StreamingDialogue: Prolonged Dialogue Learning via Long Context Compression with Minimal Losses

Jia-Nan Li,Quan Tu,Cunli Mao,Zhengtao Yu,Ji-Rong Wen,Rui Yan
2024-10-27
Abstract:Standard Large Language Models (LLMs) struggle with handling dialogues with long contexts due to efficiency and consistency issues. According to our observation, dialogue contexts are highly structured, and the special token of \textit{End-of-Utterance} (EoU) in dialogues has the potential to aggregate information. We refer to the EoU tokens as ``conversational attention sinks'' (conv-attn sinks). Accordingly, we introduce StreamingDialogue, which compresses long dialogue history into conv-attn sinks with minimal losses, and thus reduces computational complexity quadratically with the number of sinks (i.e., the number of utterances). Current LLMs already demonstrate the ability to handle long context window, e.g., a window size of 200K or more. To this end, by compressing utterances into EoUs, our method has the potential to handle more than 200K of utterances, resulting in a prolonged dialogue learning. In order to minimize information losses from reconstruction after compression, we design two learning strategies of short-memory reconstruction (SMR) and long-memory reactivation (LMR). Our method outperforms strong baselines in dialogue tasks and achieves a 4 $\times$ speedup while reducing memory usage by 18 $\times$ compared to dense attention recomputation.
Computation and Language,Artificial Intelligence
What problem does this paper attempt to address?

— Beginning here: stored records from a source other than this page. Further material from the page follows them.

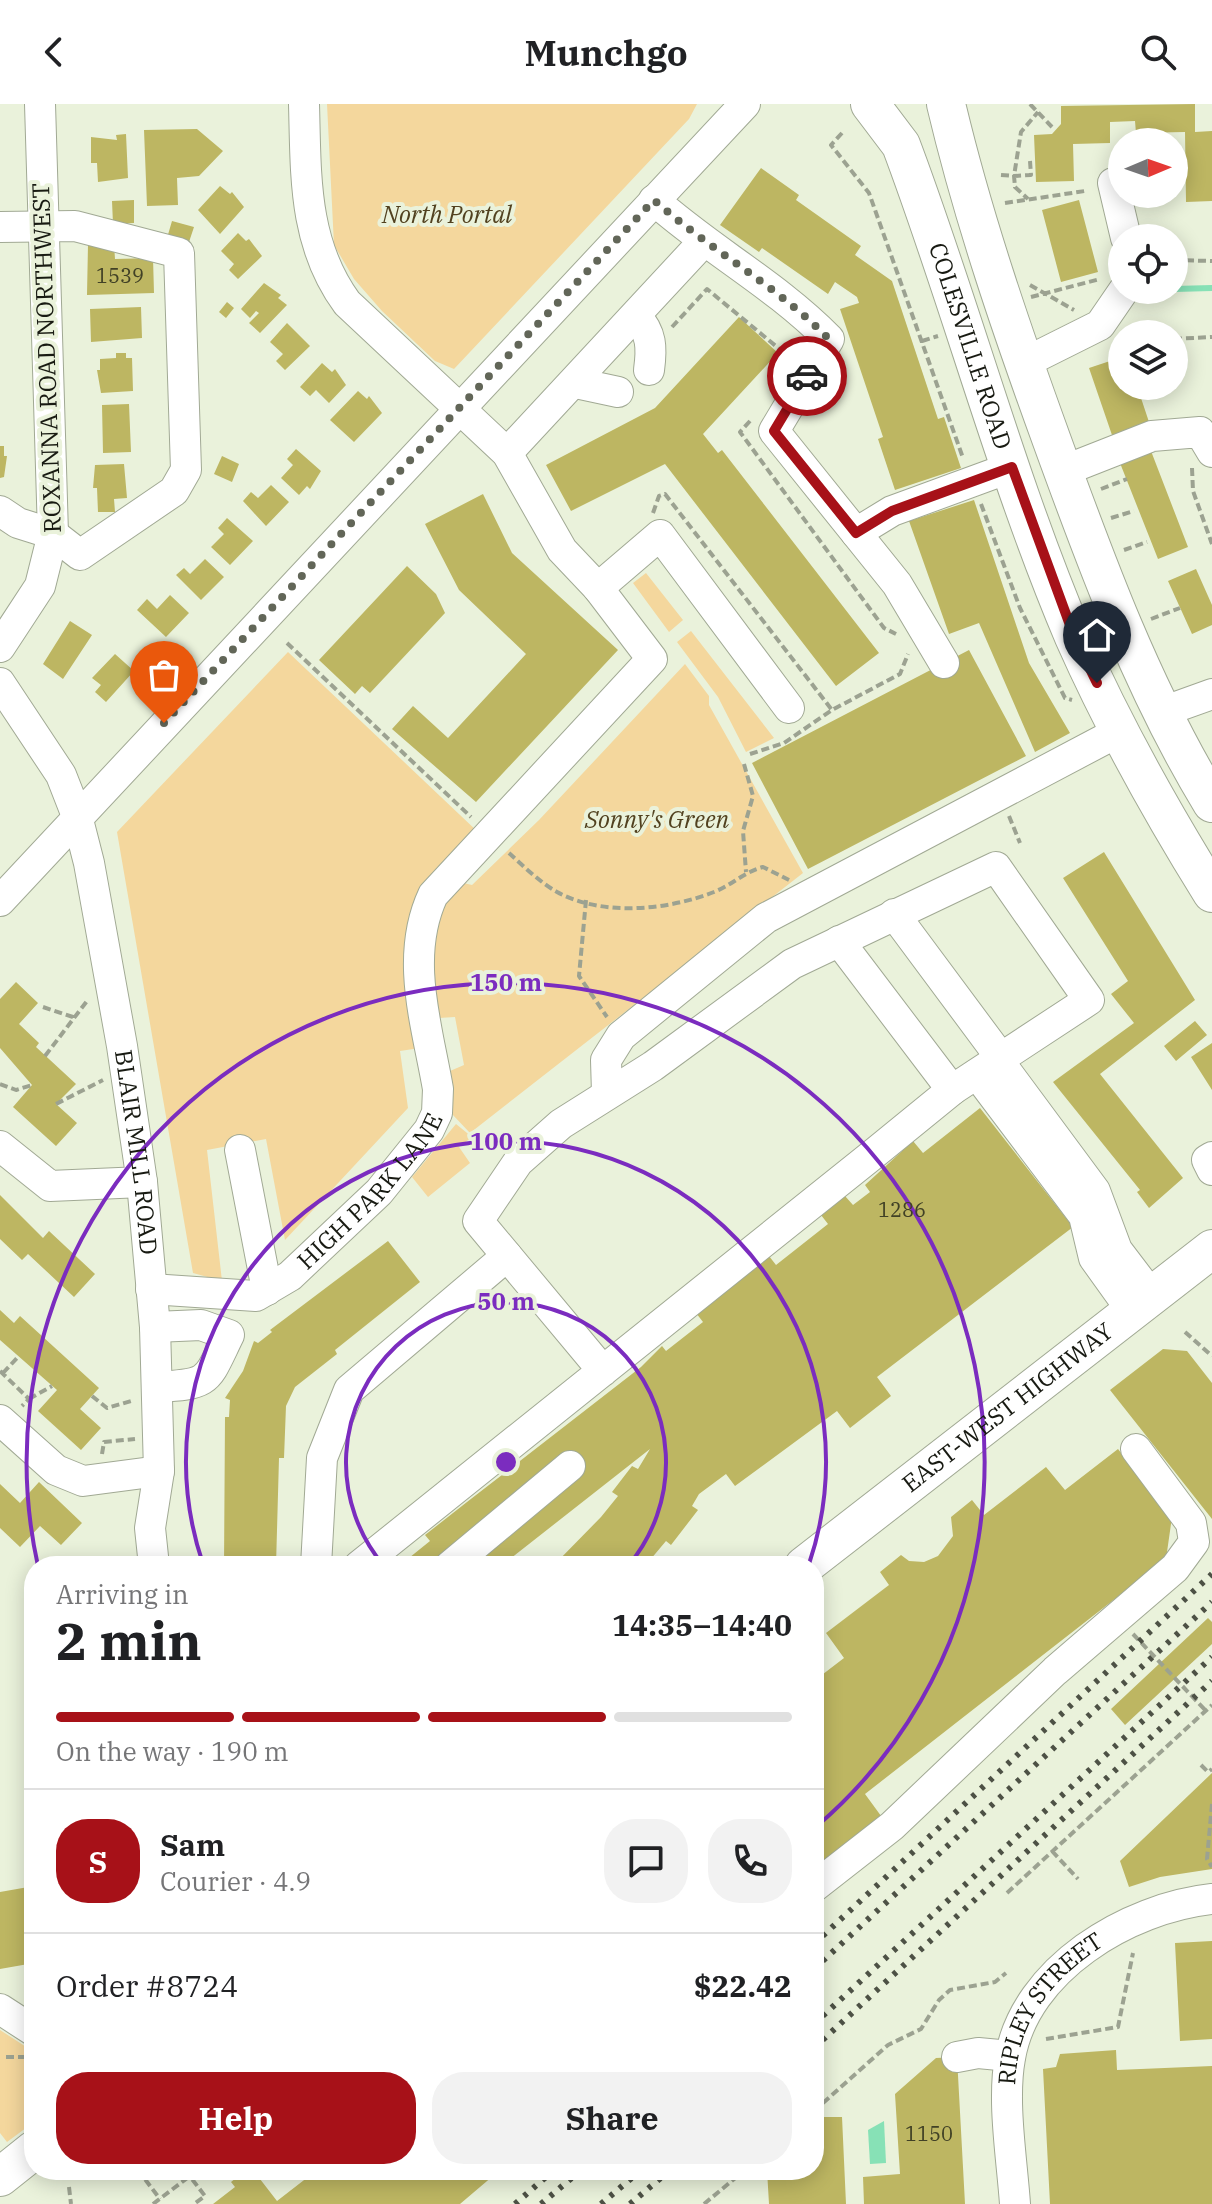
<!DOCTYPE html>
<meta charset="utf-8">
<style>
:root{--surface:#fff;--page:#f2f2f2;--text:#202124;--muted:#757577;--line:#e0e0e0;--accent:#a71118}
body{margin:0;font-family:"IBM Plex Serif",serif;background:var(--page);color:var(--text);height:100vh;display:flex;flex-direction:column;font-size:30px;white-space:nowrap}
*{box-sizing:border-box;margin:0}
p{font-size:26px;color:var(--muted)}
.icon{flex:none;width:44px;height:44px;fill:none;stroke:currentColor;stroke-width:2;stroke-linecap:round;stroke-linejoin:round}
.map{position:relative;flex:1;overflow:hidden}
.panel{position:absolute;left:24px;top:1452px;width:800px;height:624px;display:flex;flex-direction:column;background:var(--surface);border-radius:32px;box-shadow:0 4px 20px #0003}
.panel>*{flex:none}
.needle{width:52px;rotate:88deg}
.buttons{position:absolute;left:1108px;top:24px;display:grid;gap:16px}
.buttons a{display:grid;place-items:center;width:80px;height:80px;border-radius:50%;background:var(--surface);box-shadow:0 4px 20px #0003;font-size:40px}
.pin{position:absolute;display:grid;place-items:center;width:68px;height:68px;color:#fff;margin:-82px -34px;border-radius:50% 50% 50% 0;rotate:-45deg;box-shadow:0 0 8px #0007}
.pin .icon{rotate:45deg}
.courier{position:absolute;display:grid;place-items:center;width:80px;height:80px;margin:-40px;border:6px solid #a71118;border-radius:50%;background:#fff;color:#222;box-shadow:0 2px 10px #0007}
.head em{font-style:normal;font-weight:700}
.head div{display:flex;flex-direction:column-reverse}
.head{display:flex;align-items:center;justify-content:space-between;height:136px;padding:0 32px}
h1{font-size:52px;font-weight:700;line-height:60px}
.bar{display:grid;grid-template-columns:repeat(4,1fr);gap:12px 8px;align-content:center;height:96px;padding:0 32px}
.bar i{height:10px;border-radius:6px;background:var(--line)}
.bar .selected{background:var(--accent)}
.bar p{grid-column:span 4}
.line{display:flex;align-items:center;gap:20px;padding:0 32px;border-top:2px solid var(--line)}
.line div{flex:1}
.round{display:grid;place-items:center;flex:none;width:84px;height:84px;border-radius:32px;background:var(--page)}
.button{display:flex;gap:16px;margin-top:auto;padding:16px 32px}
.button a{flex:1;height:92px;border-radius:32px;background:var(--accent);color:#fff;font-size:32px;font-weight:700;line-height:92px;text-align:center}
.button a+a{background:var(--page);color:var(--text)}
header{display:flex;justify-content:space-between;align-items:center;height:104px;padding:0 32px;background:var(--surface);font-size:36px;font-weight:700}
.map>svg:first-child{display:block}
.green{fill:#f4d79d}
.water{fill:#87e1b6}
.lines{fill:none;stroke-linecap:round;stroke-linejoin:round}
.stream{stroke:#87e1b6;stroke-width:6}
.building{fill:#bdb662}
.minor-casing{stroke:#a1a994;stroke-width:32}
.major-casing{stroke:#a1a994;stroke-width:40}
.path{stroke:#9ca291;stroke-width:4;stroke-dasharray:8 4;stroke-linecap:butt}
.minor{stroke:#fff;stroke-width:30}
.major{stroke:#fff;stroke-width:38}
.rail{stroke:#4d5145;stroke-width:6;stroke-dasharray:4 8;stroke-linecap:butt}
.done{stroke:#626658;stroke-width:8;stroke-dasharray:0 14.4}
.route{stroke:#a71118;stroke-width:10}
.ring{fill:none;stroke:#7b2cbf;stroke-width:4}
.labels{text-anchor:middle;stroke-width:8;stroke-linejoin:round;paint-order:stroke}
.number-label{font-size:20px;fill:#414126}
.park-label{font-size:24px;font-style:italic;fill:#51411f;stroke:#eaf2db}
.street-label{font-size:24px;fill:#181a12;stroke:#eaf2db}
.centre{fill:#7b2cbf;stroke:#eaf2db;stroke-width:4}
.ring-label{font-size:24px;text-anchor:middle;font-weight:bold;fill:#7b2cbf;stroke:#eaf2db;stroke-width:8;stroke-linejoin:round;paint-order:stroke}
</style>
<header><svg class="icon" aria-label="back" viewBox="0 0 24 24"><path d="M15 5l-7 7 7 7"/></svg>Munchgo<svg class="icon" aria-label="search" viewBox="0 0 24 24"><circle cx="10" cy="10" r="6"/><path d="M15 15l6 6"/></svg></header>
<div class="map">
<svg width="1212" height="2100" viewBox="0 0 1212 2100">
<rect width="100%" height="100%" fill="#eaf2db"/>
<path class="green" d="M327 0H697L689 15 454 265 435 257 382 207 354 175 334 141Z
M646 469 683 516 669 528 633 479Z
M691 527 774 634 746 648 718 593 677 538Z
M288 548 479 729 416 800 405 834 420 944 400 947 408 1004 285 1136 266 1035 207 1046 222 1177 193 1169 117 728Z
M685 560 709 592V601L803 769 470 1029 452 1010 450 967 464 961 455 913 439 914 428 866 442 796 459 778 472 781 539 716Z
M456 1020 472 1033 459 1043 470 1059 428 1093 412 1073Z
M0 1926 34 1948V2018L7 2038 0 2029Z"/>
<path class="water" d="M884 2017 886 2059 870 2060 868 2026Z"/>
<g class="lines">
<path class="stream" d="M1174 185 1212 184"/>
</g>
<path class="building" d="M1195 0V28L1212 27V97L1186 98 1185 28 1136 29 1135 17 1110 18V39L1073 40 1074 77 1036 78 1034 31 1052 30 1061 20V2Z
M197 25 223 47 199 72 177 74 178 101 147 102 144 26Z
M126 30 128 74 98 78 97 59H91V33L117 36 116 31Z
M761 64 799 91 796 96 861 142 855 151 892 177 938 315 944 313 961 364 895 386 878 335 883 333 840 205 859 199 857 193 835 178 828 190 762 144 759 148 720 121Z
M220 82 230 90 232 88 244 103 220 130 198 106Z
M134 96V119L113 120 112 97Z
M1079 96 1098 168 1061 178 1042 106Z
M172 117 194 123 188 141 167 134Z
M238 129 246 137 249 135 262 152 238 175 229 166 234 160 221 147Z
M114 140 115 155 153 154 154 189 87 191 88 141Z
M264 179 281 191 278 194 287 201 260 229 249 219 259 209 256 207 250 214 241 205Z
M227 198 234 204 226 214 219 208Z
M141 203 142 234 91 238 90 205Z
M739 213 778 249 703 330 718 349 722 346 879 549 836 582 665 360 571 407 546 361 655 304Z
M287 219 310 242 285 266 276 257 283 250 270 238Z
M116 249H126V254H132L133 287 101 289 97 266H100V255L116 254Z
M1122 253V282H1137L1150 321 1113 334 1089 264Z
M322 259 332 268 335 265 346 281 329 299 316 286 310 292 300 283Z
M358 287 367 295 369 292 382 309 354 338 330 316Z
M129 300 131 348 103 349 102 301Z
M0 342H4V352H7L4 373 0 374Z
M296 345 321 367 310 385 307 382 299 391 281 374 293 361 287 355Z
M1151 347 1188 443 1158 455 1120 359Z
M222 352 239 360 232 378 214 370Z
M124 360 127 394 114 395 115 408H98L97 384H93L95 361Z
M271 381 289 398 266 422 243 397 251 388 258 394Z
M483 390 512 449 618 546 476 698 392 625 413 602 448 634 526 550 459 486 425 420Z
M974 396 1029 559 1070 629 1035 648 979 519 949 530 909 417Z
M227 414 253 437 230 461 211 443 224 430 218 424Z
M205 455 224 473 201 496 176 471 184 464 190 470Z
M407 462 436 490 445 509 370 589 362 582 355 590 319 556Z
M1196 465 1212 501V521L1192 530 1168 477Z
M170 491 189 509 166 533 137 506 147 495 157 505Z
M70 517 92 531 63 575 43 560Z
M969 546 1026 652 808 765 752 659Z
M115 550 134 567 106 598 95 588 101 581 92 574Z
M1104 748 1195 896 1100 970 1183 1074 1149 1104 1137 1088 1140 1086 1053 978 1134 919 1111 890 1128 877 1063 774Z
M16 878 38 899 19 920 39 939 36 943 76 980 56 1000 77 1019 56 1042 13 1003 32 981 0 944V895Z
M1195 917 1207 931 1176 957 1164 942Z
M1212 939V986L1191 953Z
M980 1004 1073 1123 877 1273 891 1292 850 1324 837 1307 735 1382 726 1370 699 1390 692 1402 698 1406 671 1441 666 1437 645 1462H553L601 1413 618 1392 612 1388 632 1362 638 1365 650 1345 501 1462H399L430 1437 425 1431 467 1398 641 1263 662 1242 666 1247 703 1218 696 1209 769 1152 776 1161 828 1120 821 1111 845 1092 853 1101 870 1088 865 1081 913 1037 923 1049Z
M0 1091 43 1134 49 1127 95 1170 74 1193 28 1150 22 1156 0 1135Z
M388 1137 420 1178 335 1246 337 1250 295 1283 286 1302 284 1354H279L276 1462H224L225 1313H229L230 1296 225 1294 243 1267 254 1237 258 1239 272 1228 270 1226Z
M0 1206 14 1219 20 1212 99 1284 80 1305 101 1324 81 1346 38 1307 57 1286 0 1236Z
M1163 1245 1187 1247 1212 1279V1415L1110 1286Z
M1118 1345 1172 1413 1166 1455 865 1690 884 1716 814 1770V1577L844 1554 826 1529 889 1481 880 1468 901 1451 909 1457 924 1458 938 1452 953 1432 951 1413 972 1396 984 1411 1046 1363 1065 1386Z
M39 1378 82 1419 61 1441 40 1422 20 1443 0 1424V1380L20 1399Z
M1208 1514 1212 1518V1540L1125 1621 1111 1605Z
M1212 1669V1765L1160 1773 1129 1783 1120 1757Z
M34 1782V1859L0 1865V1788Z
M1212 1837V1935L1180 1937 1175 1839Z
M1116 1946 1117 1966 1212 1962V2100H1050L1043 1965 1056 1963 1060 1950Z
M957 1953 965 2100H864L863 2073 900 2070 895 1990 936 1954Z
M814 2013H842L846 2100H769L767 2066H814Z
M246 2066H253L277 2097 317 2066H500L460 2100H213L235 2083 231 2078Z"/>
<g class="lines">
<defs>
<g id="minor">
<path d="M1113 79 1126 134"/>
<path d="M654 96C710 146 776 181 829 235L774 327 897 480 944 559"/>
<path d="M0 123 75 122 179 149 186 366 174 387 80 451 53 430 18 419 0 407"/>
<path d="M636 212C652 229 652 244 649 266"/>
<path d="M1024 259 1100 221 1124 186"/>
<path d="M576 279 618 288"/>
<path d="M507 349 704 137"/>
<path d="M1063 367 1152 332 1200 328 1212 348"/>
<path d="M856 429 892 407 1012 363"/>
<path d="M598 484 660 431 789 604"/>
<path d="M0 543 40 482 53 430 40 0"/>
<path id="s1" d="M0 579 61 671 77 712 89 759 122 942 142 1078 155 1223 159 1367 150 1424 154 1462"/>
<path d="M1162 608 1212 590"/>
<path d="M0 797 745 0"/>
<path d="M894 810 1001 954"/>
<path d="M839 837 952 986"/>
<path d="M998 956 1095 1087 1117 1146 1152 1192"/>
<path d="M977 970 1084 1112 1094 1154 1132 1207"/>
<path d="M607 989 606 956 621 932 766 814 1120 627"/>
<path d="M0 1042 50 1082 142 1078"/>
<path d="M240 1046 267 1186"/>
<path d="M1212 1053 1207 1056 1212 1066"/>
<path id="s2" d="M151 1185 256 1192 290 1172 379 1088 429 1026 437 1009 438 985C427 921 404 853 433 791L652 555 598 484 562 446 507 349 347 199C303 139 306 71 304 0"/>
<path d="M155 1223 201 1221 229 1231C206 1278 211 1280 157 1283"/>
<path d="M0 1316 56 1366 83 1377 159 1367"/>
<path d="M316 1462 322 1354 349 1286 507 1152"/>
<path d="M359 1462 871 1052 952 986 1089 896 996 763 792 860 653 962 561 1020 518 1058 478 1117 603 1267"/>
<path d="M450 1462 570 1362"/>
<path d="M814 1783 892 1722 1055 1567 1175 1464 1194 1438 1191 1419 1136 1345"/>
<path d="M0 1905 34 1927"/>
<path d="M957 1953 978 1949 1010 1952"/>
<path id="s3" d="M1015 2100C1012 2056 1002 1997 1010 1954 1025 1865 1128 1804 1212 1795"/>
</g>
<g id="major">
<path id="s4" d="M870 0 901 41C962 203 1006 373 1074 533 1113 621 1161 707 1212 789"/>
<path d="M946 0C973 114 1012 227 1052 337 1097 461 1143 586 1212 699"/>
<path id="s5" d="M804 1462 1212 1145"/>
<path d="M0 2073 34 2046"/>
</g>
</defs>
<use href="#minor" class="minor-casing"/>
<use href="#major" class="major-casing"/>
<path class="path" d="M1030 0 1052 23
M842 29 831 41 869 89 963 354
M1030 57 1031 71 1014 72 1021 28 1038 8
M1001 71 1014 72 1015 83 1028 95
M1005 99 1085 87
M1174 156 1212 157
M1030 181 1074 206
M1031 193 1100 175
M672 223 707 185 789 253
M1174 235 1212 233
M922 237 938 232
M750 317 740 328 884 524 896 530
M1192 364 1193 387 1212 440
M1101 385 1127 375
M981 400 1020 504 1065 594 1072 596
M653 409 659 392 665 390 832 606
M1111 414 1134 407
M1124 446 1147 438
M1151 515 1180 504
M287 539 471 713
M750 650 784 639 832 606 900 570 908 550
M744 660 753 692 743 727 746 768
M1009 712 1020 739
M509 749C523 762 541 779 557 788 603 813 668 806 714 788 732 781 744 768 763 763L789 776
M586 796 579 872 607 913
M43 903 73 913
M45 952 87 897
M0 980 16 986 32 981
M56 1000 103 976
M1185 1228 1212 1252
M0 1267 29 1295 22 1302
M3 1269 18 1253
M92 1292 107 1304 131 1297
M29 1295 52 1282
M102 1350 104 1338 135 1335
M1133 1530 1206 1607
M1201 1661 1208 1668 1212 1665
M1212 1700 1207 1755 1212 1763
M1052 1747 1078 1775
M1007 1789 1212 1601
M1046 1935 1118 1923 1133 1849
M6 1953H28
M814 2007 888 1941 921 1925 939 1896 950 1886 995 1878 1006 1869
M138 2066 160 2095
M185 2066 205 2092 194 2100
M69 2083 71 2100
M153 2100 190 2072
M704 2100 745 2066"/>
<use href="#minor" class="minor"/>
<use href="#major" class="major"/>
<path class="rail" d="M814 1840 1212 1470
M814 1865 1212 1498
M814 1920 1212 1553
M814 1944 1212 1577
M515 2100 554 2066
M541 2100 581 2066
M601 2100 641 2066
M630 2100 670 2066"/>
</g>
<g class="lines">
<path class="done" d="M164 619 654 96C710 146 776 181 829 235L807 272"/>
<path class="route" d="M807 272 774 327 856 429 892 407 1012 363 1074 532 1097 579"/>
</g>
<g class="ring">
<path d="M384 1462A160 160 0 1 1 628 1462"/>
<path d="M203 1460A320 320 0 1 1 809 1460"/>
<path d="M38 1462A479 479 0 1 1 817 1722"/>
</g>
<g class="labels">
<g class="number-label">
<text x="120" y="179">1539</text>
<text x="902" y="1113">1286</text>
<text x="929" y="2037">1150</text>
</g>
<g class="park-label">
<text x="447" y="119">North Portal</text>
<text x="657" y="724">Sonny's Green</text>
</g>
<g class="street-label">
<text dy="8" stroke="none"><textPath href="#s4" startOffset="264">COLESVILLE ROAD</textPath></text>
<text transform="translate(47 254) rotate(-92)" y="8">ROXANNA ROAD NORTHWEST</text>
<text dy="8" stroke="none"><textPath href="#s1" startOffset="496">BLAIR MILL ROAD</textPath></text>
<text dy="8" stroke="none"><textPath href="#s2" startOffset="262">HIGH PARK LANE</textPath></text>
<text dy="8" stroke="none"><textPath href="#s5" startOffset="258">EAST-WEST HIGHWAY</textPath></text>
<text dy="8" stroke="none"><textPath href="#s3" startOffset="210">RIPLEY STREET</textPath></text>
</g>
</g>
<circle cx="506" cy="1358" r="12" class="centre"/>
<g class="ring-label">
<text x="506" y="887">150 m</text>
<text x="506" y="1046">100 m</text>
<text x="506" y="1206">50 m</text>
</g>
</svg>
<div class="buttons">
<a><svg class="needle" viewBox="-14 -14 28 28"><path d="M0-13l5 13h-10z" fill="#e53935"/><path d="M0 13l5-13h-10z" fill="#757577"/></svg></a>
<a><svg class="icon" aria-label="locate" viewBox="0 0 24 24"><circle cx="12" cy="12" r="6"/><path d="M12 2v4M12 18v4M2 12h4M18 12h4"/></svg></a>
<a><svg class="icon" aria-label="layers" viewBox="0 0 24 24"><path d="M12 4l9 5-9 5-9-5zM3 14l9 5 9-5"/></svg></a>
</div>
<div class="pin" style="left:164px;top:619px;background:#ea580c"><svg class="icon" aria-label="bag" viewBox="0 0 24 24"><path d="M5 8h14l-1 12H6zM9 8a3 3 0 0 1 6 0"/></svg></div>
<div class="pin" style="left:1097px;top:579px;background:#1f2937"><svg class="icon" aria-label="home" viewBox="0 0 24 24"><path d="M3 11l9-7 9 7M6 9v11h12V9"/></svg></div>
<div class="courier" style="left:807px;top:272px"><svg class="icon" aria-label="car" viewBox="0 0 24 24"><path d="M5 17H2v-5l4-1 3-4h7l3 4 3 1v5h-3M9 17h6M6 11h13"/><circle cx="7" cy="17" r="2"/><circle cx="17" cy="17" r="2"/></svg></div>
<section class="panel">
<div class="head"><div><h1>2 min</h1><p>Arriving in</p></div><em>14:35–14:40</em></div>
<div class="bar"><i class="selected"></i><i class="selected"></i><i class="selected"></i><i></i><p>On the way · 190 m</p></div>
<div class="line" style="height:144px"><b class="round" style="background:var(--accent);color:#fff">S</b><div><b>Sam</b><p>Courier · 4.9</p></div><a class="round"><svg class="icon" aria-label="chat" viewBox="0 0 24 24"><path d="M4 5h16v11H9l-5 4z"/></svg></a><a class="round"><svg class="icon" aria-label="phone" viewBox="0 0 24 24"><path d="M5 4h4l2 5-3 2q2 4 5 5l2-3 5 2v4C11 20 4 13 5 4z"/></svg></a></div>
<div class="line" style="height:104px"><div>Order #8724</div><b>$22.42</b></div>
<div class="button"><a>Help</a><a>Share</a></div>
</section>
</div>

This paper attempts to solve the efficiency and consistency problems encountered by large - language models (LLMs) when dealing with long - dialogue contexts. Specifically, standard large - language models face the following challenges when handling long dialogues: 1. **High computational complexity**: The computational complexity caused by the Attention Mechanism increases quadratically with the increase in text length, which increases the GPU memory usage and slows down the generation speed. 2. **Context window limitation**: For example, when the context length exceeds the preset limit (such as 4,096 tokens), the inference ability of LLaMA2 will decline sharply. 3. **Insufficient long - term memory**: Although existing methods such as StreamingLLM support long - time conversations by introducing "attention sinks", these methods will gradually lose historical information as the dialogue context becomes longer, affecting the consistency of the dialogue and user experience. To address these problems, the paper proposes the **StreamingDialogue** method, and its main contributions include: 1. **Discovering and utilizing "conv - attn sinks"**: The authors observe that tokens used to separate dialogues (such as End - of - Utterance, EoU) can gather more attention, so these tokens are defined as "conv - attn sinks". By only caching these sinks and their related key - values, the computational complexity and memory consumption can be significantly reduced. 2. **Proposing two learning strategies**: Short - Memory Reconstruction (SMR) and Long - Memory Reactivation (LMR) to enhance the information aggregation ability and long - term memory ability of the model. 3. **Experimental verification**: The experimental results show that StreamingDialogue is superior to other sparse - attention and enhanced - memory methods in dialogue tasks and performs better on multiple evaluation metrics (such as Perplexity, BLEU, ROUGE, Distinct, USL - H and Dial - M). At the same time, this method also performs well in terms of efficiency, achieving a 4 - fold speed increase and an 18 - fold reduction in memory usage compared to dense - attention recomputation. Through these innovations, StreamingDialogue can not only efficiently handle long - dialogue contexts, but also maintain the consistency and fluency of the dialogue, providing strong support for realizing long - time dialogue learning.